Nothing but a number is wanted here: the tally of lines in the material below that include "gauche".

Data to process>
--- START ---

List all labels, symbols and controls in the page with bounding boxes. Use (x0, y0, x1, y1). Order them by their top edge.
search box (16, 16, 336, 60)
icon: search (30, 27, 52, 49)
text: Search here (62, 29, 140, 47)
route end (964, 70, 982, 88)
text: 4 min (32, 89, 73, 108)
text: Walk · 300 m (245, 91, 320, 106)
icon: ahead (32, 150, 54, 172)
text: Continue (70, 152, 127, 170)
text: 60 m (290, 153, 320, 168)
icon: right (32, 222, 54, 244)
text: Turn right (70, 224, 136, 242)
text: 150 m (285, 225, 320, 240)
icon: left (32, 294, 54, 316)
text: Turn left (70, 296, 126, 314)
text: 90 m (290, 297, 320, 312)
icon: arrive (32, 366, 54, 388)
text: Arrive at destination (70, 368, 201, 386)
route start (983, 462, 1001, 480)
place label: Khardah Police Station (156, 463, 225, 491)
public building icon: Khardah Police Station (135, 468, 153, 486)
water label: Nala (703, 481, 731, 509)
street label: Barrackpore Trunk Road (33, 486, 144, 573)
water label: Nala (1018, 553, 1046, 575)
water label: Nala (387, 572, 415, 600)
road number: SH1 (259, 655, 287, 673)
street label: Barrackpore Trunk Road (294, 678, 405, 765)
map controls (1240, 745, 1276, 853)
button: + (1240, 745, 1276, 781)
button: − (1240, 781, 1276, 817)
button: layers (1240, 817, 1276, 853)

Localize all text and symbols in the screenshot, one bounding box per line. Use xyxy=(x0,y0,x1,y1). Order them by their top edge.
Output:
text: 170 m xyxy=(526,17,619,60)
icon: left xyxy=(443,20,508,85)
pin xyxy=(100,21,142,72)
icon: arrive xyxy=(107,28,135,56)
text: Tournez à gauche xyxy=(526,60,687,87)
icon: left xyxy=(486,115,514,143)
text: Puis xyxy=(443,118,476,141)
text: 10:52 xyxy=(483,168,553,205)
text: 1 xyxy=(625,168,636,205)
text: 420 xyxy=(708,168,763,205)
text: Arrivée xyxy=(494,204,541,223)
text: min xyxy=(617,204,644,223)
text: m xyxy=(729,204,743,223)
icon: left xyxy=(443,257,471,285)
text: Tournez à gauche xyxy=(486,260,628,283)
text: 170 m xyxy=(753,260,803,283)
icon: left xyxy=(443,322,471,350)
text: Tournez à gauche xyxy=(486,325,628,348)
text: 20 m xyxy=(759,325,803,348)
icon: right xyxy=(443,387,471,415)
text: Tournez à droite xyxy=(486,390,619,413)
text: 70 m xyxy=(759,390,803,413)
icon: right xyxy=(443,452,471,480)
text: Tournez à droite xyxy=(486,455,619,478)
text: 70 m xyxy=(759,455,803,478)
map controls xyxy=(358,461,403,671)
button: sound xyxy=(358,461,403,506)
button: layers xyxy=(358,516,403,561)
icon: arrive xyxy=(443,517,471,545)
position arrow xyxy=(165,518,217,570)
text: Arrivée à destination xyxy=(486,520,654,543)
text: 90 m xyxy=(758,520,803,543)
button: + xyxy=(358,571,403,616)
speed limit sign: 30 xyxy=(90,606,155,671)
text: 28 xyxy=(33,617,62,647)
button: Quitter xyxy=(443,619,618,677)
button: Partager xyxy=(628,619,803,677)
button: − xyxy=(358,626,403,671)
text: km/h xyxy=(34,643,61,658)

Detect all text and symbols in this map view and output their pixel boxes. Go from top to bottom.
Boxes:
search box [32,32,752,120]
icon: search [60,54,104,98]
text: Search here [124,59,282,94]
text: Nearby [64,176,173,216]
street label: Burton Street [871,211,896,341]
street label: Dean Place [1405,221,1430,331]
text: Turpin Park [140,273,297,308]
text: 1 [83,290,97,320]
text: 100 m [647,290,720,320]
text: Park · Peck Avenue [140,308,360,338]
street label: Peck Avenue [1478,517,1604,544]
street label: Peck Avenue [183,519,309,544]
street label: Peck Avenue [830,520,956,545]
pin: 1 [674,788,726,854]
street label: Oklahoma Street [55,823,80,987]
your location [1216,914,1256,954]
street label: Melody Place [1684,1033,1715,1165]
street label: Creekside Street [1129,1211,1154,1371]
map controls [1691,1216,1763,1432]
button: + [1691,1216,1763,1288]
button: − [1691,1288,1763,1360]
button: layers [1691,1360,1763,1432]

--- END ---

The completed task> 3